== WORK TASK ==
Each line of the material below should be reproduced exactly.

== AVAILABLE DATA ==
+++
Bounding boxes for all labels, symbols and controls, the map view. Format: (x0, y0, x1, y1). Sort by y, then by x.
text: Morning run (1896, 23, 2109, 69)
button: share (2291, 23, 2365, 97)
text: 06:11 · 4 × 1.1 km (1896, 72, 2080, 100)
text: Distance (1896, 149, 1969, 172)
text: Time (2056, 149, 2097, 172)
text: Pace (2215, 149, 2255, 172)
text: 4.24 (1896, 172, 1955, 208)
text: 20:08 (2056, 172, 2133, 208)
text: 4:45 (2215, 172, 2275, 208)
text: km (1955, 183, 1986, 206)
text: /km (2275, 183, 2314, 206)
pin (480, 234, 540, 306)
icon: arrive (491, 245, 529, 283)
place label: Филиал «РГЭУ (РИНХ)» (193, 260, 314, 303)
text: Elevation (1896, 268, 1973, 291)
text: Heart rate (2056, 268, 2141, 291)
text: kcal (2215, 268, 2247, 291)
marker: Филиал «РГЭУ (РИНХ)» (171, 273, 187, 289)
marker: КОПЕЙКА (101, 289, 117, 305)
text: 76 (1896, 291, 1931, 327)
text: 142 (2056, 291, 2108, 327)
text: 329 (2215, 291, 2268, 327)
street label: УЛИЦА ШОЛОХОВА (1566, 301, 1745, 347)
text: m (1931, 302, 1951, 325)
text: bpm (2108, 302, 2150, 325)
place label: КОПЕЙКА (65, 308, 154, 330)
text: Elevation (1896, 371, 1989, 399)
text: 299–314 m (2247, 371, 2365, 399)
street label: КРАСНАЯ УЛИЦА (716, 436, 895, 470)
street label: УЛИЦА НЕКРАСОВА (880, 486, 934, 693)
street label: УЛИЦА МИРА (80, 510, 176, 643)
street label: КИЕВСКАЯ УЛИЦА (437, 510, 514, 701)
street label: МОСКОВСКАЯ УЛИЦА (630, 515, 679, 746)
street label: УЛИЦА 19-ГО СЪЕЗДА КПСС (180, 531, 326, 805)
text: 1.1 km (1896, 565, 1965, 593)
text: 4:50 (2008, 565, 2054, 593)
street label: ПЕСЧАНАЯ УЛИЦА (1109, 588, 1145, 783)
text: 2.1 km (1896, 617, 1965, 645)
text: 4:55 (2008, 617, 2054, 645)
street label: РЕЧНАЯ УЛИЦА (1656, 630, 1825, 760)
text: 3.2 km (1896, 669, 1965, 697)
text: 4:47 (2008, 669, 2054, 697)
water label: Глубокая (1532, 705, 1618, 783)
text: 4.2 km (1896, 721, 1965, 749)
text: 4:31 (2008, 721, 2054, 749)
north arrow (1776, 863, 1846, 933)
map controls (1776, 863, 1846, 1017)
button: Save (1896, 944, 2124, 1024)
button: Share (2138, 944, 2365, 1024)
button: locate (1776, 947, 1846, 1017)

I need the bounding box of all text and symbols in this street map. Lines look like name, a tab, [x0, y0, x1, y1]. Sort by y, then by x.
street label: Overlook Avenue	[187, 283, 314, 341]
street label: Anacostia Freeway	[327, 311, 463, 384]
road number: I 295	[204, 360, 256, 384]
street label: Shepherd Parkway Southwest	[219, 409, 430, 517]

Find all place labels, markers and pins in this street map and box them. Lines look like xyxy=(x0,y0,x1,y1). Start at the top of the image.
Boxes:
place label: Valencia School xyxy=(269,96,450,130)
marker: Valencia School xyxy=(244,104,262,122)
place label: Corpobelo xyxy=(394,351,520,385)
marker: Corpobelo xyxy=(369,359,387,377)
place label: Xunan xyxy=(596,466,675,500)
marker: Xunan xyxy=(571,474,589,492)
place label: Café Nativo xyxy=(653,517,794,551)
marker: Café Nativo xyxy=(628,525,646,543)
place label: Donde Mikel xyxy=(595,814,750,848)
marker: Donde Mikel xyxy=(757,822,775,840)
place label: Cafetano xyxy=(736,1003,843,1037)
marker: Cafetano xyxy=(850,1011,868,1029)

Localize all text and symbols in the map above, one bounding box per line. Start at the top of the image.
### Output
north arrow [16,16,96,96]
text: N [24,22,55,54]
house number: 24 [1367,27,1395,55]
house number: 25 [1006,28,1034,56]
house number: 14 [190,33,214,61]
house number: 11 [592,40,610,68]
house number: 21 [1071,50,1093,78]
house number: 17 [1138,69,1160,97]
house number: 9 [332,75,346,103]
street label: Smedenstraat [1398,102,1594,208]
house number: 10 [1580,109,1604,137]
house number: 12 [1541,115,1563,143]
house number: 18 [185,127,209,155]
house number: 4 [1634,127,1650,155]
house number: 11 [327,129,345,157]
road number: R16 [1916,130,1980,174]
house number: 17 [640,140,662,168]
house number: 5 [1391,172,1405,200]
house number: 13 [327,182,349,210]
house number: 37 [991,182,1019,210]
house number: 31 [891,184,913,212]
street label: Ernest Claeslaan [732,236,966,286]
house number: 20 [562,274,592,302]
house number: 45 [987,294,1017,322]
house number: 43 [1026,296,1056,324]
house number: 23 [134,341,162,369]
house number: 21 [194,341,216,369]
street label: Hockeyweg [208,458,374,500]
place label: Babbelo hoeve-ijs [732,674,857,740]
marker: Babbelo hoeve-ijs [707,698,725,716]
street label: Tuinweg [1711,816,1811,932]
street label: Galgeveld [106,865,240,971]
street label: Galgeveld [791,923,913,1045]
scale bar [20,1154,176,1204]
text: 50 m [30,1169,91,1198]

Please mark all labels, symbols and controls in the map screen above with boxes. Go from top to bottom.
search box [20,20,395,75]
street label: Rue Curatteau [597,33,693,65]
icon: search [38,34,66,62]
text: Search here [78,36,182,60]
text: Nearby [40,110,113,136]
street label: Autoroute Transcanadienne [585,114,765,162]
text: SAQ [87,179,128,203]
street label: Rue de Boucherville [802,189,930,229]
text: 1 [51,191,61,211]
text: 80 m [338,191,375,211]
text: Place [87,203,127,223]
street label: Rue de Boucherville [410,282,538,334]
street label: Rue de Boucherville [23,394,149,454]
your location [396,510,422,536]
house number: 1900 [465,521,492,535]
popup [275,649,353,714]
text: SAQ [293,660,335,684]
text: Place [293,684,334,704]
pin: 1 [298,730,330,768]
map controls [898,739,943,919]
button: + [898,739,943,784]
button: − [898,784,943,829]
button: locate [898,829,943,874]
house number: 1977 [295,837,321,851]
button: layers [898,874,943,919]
+++
== ANSWER SECTION ==
Bounding boxes for all labels, symbols and controls, the map view. Format: (x0, y0, x1, y1). Sort by y, then by x.
text: Morning run (1896, 23, 2109, 69)
button: share (2291, 23, 2365, 97)
text: 06:11 · 4 × 1.1 km (1896, 72, 2080, 100)
text: Distance (1896, 149, 1969, 172)
text: Time (2056, 149, 2097, 172)
text: Pace (2215, 149, 2255, 172)
text: 4.24 (1896, 172, 1955, 208)
text: 20:08 (2056, 172, 2133, 208)
text: 4:45 (2215, 172, 2275, 208)
text: km (1955, 183, 1986, 206)
text: /km (2275, 183, 2314, 206)
pin (480, 234, 540, 306)
icon: arrive (491, 245, 529, 283)
place label: Филиал «РГЭУ (РИНХ)» (193, 260, 314, 303)
text: Elevation (1896, 268, 1973, 291)
text: Heart rate (2056, 268, 2141, 291)
text: kcal (2215, 268, 2247, 291)
marker: Филиал «РГЭУ (РИНХ)» (171, 273, 187, 289)
marker: КОПЕЙКА (101, 289, 117, 305)
text: 76 (1896, 291, 1931, 327)
text: 142 (2056, 291, 2108, 327)
text: 329 (2215, 291, 2268, 327)
street label: УЛИЦА ШОЛОХОВА (1566, 301, 1745, 347)
text: m (1931, 302, 1951, 325)
text: bpm (2108, 302, 2150, 325)
place label: КОПЕЙКА (65, 308, 154, 330)
text: Elevation (1896, 371, 1989, 399)
text: 299–314 m (2247, 371, 2365, 399)
street label: КРАСНАЯ УЛИЦА (716, 436, 895, 470)
street label: УЛИЦА НЕКРАСОВА (880, 486, 934, 693)
street label: УЛИЦА МИРА (80, 510, 176, 643)
street label: КИЕВСКАЯ УЛИЦА (437, 510, 514, 701)
street label: МОСКОВСКАЯ УЛИЦА (630, 515, 679, 746)
street label: УЛИЦА 19-ГО СЪЕЗДА КПСС (180, 531, 326, 805)
text: 1.1 km (1896, 565, 1965, 593)
text: 4:50 (2008, 565, 2054, 593)
street label: ПЕСЧАНАЯ УЛИЦА (1109, 588, 1145, 783)
text: 2.1 km (1896, 617, 1965, 645)
text: 4:55 (2008, 617, 2054, 645)
street label: РЕЧНАЯ УЛИЦА (1656, 630, 1825, 760)
text: 3.2 km (1896, 669, 1965, 697)
text: 4:47 (2008, 669, 2054, 697)
water label: Глубокая (1532, 705, 1618, 783)
text: 4.2 km (1896, 721, 1965, 749)
text: 4:31 (2008, 721, 2054, 749)
north arrow (1776, 863, 1846, 933)
map controls (1776, 863, 1846, 1017)
button: Save (1896, 944, 2124, 1024)
button: Share (2138, 944, 2365, 1024)
button: locate (1776, 947, 1846, 1017)

I need the bounding box of all text and symbols in this street map. Lines look like name, a tab, [x0, y0, x1, y1]. Sort by y, then by x.
street label: Overlook Avenue	[187, 283, 314, 341]
street label: Anacostia Freeway	[327, 311, 463, 384]
road number: I 295	[204, 360, 256, 384]
street label: Shepherd Parkway Southwest	[219, 409, 430, 517]

Find all place labels, markers and pins in this street map and box them. Lines look like xyxy=(x0,y0,x1,y1). Start at the top of the image.
Boxes:
place label: Valencia School xyxy=(269,96,450,130)
marker: Valencia School xyxy=(244,104,262,122)
place label: Corpobelo xyxy=(394,351,520,385)
marker: Corpobelo xyxy=(369,359,387,377)
place label: Xunan xyxy=(596,466,675,500)
marker: Xunan xyxy=(571,474,589,492)
place label: Café Nativo xyxy=(653,517,794,551)
marker: Café Nativo xyxy=(628,525,646,543)
place label: Donde Mikel xyxy=(595,814,750,848)
marker: Donde Mikel xyxy=(757,822,775,840)
place label: Cafetano xyxy=(736,1003,843,1037)
marker: Cafetano xyxy=(850,1011,868,1029)

Localize all text and symbols in the map above, one bounding box per line. Start at the top of the image.
### Output
north arrow [16,16,96,96]
text: N [24,22,55,54]
house number: 24 [1367,27,1395,55]
house number: 25 [1006,28,1034,56]
house number: 14 [190,33,214,61]
house number: 11 [592,40,610,68]
house number: 21 [1071,50,1093,78]
house number: 17 [1138,69,1160,97]
house number: 9 [332,75,346,103]
street label: Smedenstraat [1398,102,1594,208]
house number: 10 [1580,109,1604,137]
house number: 12 [1541,115,1563,143]
house number: 18 [185,127,209,155]
house number: 4 [1634,127,1650,155]
house number: 11 [327,129,345,157]
road number: R16 [1916,130,1980,174]
house number: 17 [640,140,662,168]
house number: 5 [1391,172,1405,200]
house number: 13 [327,182,349,210]
house number: 37 [991,182,1019,210]
house number: 31 [891,184,913,212]
street label: Ernest Claeslaan [732,236,966,286]
house number: 20 [562,274,592,302]
house number: 45 [987,294,1017,322]
house number: 43 [1026,296,1056,324]
house number: 23 [134,341,162,369]
house number: 21 [194,341,216,369]
street label: Hockeyweg [208,458,374,500]
place label: Babbelo hoeve-ijs [732,674,857,740]
marker: Babbelo hoeve-ijs [707,698,725,716]
street label: Tuinweg [1711,816,1811,932]
street label: Galgeveld [106,865,240,971]
street label: Galgeveld [791,923,913,1045]
scale bar [20,1154,176,1204]
text: 50 m [30,1169,91,1198]

Please mark all labels, symbols and controls in the map screen above with boxes. Go from top to bottom.
search box [20,20,395,75]
street label: Rue Curatteau [597,33,693,65]
icon: search [38,34,66,62]
text: Search here [78,36,182,60]
text: Nearby [40,110,113,136]
street label: Autoroute Transcanadienne [585,114,765,162]
text: SAQ [87,179,128,203]
street label: Rue de Boucherville [802,189,930,229]
text: 1 [51,191,61,211]
text: 80 m [338,191,375,211]
text: Place [87,203,127,223]
street label: Rue de Boucherville [410,282,538,334]
street label: Rue de Boucherville [23,394,149,454]
your location [396,510,422,536]
house number: 1900 [465,521,492,535]
popup [275,649,353,714]
text: SAQ [293,660,335,684]
text: Place [293,684,334,704]
pin: 1 [298,730,330,768]
map controls [898,739,943,919]
button: + [898,739,943,784]
button: − [898,784,943,829]
button: locate [898,829,943,874]
house number: 1977 [295,837,321,851]
button: layers [898,874,943,919]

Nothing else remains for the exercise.